Es gibt viele Geschichten um Kirchweih- oder Maibaumaufstellungen. So werden die Bäume in den Tagen vor der Kirchweih streng bewacht, damit sie von den Nachbarburschen nicht entwendet werden. Gelingt der Diebstahl dennoch, kann der Baum nur gegen eine große Menge Bier und eine deftige Brotzeit wieder ausgelöst werden.

Am Kleinziegenfelder „Kerwesbaam“ flattern die Girlanden
Ein prächtiger Kerwesbaam wurde zur Kleinziegenfelder Kirchweih aufgestellt. Foto: Roland Dietz

Doch das kann in Kleinziegenfeld nicht geschehen, denn der „Kerweesbaam“ wird nicht schon Tage vorher, sondern erst zu Beginn der Zeremonie im Wald frisch geschlagen und dann zum Platz neben dem Gasthofes Zöllner-Herold gebracht. Dabei wird ein kleiner Oldtimer-Traktor eingesetzt, um den Baum in den oberen Teil der Juraortschaft zu schaffen. Und für Stimmung sorgt dabei die „Kerwesmusik“ seit vielen Jahren.
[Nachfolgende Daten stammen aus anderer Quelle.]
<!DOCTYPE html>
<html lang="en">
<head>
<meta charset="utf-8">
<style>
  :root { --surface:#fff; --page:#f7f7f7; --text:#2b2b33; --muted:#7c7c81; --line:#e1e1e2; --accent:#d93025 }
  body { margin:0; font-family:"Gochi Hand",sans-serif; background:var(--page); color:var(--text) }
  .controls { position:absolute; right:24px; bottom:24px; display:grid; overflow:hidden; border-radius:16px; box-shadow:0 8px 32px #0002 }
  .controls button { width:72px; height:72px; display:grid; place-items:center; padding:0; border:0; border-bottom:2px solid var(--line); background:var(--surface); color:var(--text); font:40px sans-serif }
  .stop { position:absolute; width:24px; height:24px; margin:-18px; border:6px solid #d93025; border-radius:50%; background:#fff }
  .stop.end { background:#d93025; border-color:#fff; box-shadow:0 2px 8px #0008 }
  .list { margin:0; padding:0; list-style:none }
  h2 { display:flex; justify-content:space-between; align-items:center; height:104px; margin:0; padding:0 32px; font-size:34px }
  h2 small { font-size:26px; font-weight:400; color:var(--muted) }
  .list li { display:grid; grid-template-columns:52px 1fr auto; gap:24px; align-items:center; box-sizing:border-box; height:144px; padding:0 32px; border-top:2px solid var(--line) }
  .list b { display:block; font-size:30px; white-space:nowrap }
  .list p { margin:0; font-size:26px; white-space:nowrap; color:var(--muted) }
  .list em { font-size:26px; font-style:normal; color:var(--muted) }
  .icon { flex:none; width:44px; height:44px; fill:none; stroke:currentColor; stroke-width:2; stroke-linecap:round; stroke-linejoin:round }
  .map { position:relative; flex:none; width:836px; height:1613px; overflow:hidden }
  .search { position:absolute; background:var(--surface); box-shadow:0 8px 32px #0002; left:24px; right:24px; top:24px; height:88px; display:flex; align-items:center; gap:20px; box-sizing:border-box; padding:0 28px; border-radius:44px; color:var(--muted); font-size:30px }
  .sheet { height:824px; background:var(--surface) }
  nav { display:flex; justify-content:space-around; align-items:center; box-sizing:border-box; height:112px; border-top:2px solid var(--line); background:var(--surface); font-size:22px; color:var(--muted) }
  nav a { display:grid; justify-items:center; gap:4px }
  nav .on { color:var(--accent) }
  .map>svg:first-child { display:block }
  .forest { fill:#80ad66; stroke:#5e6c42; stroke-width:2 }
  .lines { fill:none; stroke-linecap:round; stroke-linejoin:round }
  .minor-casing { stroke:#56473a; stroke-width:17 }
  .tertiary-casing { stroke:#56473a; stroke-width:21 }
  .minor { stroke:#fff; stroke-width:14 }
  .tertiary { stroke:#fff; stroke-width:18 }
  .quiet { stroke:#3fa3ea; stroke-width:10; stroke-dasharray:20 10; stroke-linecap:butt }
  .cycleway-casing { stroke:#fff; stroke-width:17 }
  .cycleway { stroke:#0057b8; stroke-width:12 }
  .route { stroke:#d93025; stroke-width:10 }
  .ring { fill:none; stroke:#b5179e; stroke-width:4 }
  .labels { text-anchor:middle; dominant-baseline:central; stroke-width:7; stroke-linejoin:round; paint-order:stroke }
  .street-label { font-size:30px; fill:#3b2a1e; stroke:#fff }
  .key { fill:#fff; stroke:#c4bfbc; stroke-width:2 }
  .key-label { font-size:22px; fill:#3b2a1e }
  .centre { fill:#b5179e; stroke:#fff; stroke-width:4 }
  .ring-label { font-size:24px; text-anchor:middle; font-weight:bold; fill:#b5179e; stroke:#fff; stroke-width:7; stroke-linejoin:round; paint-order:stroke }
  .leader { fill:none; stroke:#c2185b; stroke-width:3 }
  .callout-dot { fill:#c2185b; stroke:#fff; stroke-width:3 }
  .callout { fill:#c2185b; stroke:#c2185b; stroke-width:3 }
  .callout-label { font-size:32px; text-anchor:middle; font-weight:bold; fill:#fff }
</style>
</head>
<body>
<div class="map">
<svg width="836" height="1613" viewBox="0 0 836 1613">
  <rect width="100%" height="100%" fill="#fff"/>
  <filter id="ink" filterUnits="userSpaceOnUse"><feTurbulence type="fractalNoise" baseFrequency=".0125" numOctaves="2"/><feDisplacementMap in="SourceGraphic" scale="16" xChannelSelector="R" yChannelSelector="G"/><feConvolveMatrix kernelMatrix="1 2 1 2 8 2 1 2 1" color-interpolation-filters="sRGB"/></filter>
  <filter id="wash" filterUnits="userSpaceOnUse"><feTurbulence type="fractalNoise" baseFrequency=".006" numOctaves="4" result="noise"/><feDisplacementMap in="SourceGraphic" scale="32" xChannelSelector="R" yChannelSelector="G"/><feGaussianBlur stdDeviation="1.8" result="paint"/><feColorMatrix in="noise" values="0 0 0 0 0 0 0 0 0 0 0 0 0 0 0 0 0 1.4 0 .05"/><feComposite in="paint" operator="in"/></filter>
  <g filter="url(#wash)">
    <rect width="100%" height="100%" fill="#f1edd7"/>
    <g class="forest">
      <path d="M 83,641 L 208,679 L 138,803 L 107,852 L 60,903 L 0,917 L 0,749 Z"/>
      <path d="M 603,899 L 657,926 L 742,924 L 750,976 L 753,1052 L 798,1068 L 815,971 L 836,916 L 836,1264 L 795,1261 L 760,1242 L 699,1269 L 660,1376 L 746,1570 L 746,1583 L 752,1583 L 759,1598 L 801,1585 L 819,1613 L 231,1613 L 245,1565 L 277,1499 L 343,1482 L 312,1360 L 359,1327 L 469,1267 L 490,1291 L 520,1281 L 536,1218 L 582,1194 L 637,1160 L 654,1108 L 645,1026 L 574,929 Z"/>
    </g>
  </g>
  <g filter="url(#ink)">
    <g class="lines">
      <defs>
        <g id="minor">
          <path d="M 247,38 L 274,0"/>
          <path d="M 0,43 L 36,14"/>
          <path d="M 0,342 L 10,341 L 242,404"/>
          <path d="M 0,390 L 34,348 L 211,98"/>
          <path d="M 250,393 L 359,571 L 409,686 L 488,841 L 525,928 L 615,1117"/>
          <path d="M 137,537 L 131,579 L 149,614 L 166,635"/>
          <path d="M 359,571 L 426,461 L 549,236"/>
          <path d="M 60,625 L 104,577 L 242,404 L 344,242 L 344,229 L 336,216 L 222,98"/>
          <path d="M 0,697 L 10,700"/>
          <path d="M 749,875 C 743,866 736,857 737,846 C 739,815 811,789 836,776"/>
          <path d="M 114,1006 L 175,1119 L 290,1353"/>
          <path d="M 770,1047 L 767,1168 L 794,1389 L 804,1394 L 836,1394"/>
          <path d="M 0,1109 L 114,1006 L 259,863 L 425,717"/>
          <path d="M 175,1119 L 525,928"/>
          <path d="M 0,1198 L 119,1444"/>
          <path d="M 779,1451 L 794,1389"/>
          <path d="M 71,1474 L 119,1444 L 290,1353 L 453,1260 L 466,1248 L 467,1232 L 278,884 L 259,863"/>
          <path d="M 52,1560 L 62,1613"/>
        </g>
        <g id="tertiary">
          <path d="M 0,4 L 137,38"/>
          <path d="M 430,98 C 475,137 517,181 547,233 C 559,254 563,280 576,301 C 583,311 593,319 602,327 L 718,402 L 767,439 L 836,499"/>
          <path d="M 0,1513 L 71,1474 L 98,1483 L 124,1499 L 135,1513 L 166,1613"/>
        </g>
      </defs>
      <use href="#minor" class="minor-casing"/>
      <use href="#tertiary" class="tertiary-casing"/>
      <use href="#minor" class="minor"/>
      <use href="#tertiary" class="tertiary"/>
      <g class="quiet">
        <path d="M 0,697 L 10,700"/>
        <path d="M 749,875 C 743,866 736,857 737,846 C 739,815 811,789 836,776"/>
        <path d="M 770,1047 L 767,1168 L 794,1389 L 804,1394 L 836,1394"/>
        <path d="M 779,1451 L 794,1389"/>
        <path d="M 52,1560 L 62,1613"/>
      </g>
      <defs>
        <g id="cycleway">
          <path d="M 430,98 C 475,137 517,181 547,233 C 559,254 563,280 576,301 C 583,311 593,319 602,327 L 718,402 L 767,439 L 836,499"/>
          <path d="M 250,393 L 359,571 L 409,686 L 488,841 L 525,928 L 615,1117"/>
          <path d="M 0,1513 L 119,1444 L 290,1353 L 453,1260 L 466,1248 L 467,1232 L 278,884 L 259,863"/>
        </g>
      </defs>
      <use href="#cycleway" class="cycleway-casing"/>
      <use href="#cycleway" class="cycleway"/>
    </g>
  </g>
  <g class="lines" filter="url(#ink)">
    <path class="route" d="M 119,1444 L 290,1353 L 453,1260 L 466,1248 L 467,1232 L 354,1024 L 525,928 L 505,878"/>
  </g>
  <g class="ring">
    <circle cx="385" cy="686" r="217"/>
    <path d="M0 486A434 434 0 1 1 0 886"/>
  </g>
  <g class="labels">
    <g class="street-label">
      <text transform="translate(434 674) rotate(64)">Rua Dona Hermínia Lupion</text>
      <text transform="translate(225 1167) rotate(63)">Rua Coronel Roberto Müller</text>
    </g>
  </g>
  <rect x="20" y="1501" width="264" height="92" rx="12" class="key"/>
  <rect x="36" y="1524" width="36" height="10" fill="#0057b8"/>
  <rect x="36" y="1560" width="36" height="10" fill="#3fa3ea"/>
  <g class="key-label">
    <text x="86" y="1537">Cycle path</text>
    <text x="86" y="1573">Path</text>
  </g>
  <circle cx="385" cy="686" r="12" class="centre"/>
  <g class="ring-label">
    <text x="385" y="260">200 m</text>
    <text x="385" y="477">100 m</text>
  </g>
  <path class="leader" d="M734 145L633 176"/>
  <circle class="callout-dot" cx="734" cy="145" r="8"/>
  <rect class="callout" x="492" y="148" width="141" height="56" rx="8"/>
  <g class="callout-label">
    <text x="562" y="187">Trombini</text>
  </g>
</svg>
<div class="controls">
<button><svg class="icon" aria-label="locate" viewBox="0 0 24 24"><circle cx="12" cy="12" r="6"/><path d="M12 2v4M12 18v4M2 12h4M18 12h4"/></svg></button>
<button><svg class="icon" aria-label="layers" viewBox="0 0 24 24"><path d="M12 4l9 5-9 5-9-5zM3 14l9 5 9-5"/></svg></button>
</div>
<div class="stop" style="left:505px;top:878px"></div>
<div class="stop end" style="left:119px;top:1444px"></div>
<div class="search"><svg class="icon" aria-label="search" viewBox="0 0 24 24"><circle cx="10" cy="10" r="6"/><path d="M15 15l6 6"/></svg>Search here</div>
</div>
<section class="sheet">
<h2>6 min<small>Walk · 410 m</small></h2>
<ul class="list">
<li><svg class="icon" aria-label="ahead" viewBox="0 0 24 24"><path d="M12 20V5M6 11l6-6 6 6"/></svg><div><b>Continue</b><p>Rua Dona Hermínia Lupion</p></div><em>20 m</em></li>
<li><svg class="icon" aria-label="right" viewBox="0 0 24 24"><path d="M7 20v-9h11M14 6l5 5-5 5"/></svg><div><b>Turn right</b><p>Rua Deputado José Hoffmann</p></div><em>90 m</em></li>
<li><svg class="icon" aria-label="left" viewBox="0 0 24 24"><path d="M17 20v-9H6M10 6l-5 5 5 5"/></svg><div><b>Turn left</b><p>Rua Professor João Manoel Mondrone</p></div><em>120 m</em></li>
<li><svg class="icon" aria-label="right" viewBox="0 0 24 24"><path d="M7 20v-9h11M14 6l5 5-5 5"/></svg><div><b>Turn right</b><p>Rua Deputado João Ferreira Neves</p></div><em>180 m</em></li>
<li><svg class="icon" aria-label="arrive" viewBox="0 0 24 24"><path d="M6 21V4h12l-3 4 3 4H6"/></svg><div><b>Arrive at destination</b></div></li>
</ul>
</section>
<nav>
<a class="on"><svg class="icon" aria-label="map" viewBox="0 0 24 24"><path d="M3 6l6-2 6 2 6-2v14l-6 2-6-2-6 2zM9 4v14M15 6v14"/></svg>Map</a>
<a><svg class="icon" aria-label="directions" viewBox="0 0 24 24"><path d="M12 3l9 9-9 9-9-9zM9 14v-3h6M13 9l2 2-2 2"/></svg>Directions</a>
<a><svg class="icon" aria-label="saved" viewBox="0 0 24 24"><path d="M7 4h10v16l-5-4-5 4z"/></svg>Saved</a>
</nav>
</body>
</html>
Mit Stangen wird der Baum schrittweise in die Höhe gedrückt

Und so herrschte reges Treiben auf dem Platz vor dem Gasthaus. Schaulustige, die den Baumtransport ansehen wollten, wurden kurzerhand zur Aufstellung mitgenommen. Dabei wird der Stamm mit Girlanden geschmückt und am unteren Ende für die Verankerung zugeschnitten. Um die 16 Meter lange Fichte aufzurichten, packten die starken Männer des Ortes kräftig an. Mit langen Stangenpaaren drückten sie den Stamm Stück für Stück ohne technische Hilfsmittel in die Höhe. Nach 15 Minuten hatten die „starken Männer“, angefeuert vom Beifall der vielen Zuschauer, ihre Schwerstarbeit bravourös vollendet.

Mit den im Wind flatternden Girlanden an der Spitze, zeigt der „Kerwesbaam“ nun den Besuchern und Vorbeikommenden an, dass in Kleinziegenfeld „Kerwaa“ gefeiert wurde. Auch die Gäste der Gastwirtschaft zeigten sich ob der tollen Präsentation dieses alten Brauchtums begeistert und sparten nicht mit Lob und Beifall. Das ganze wurde natürlich mit zwei Fass Bier und einer deftigen Brotzeit gefeiert.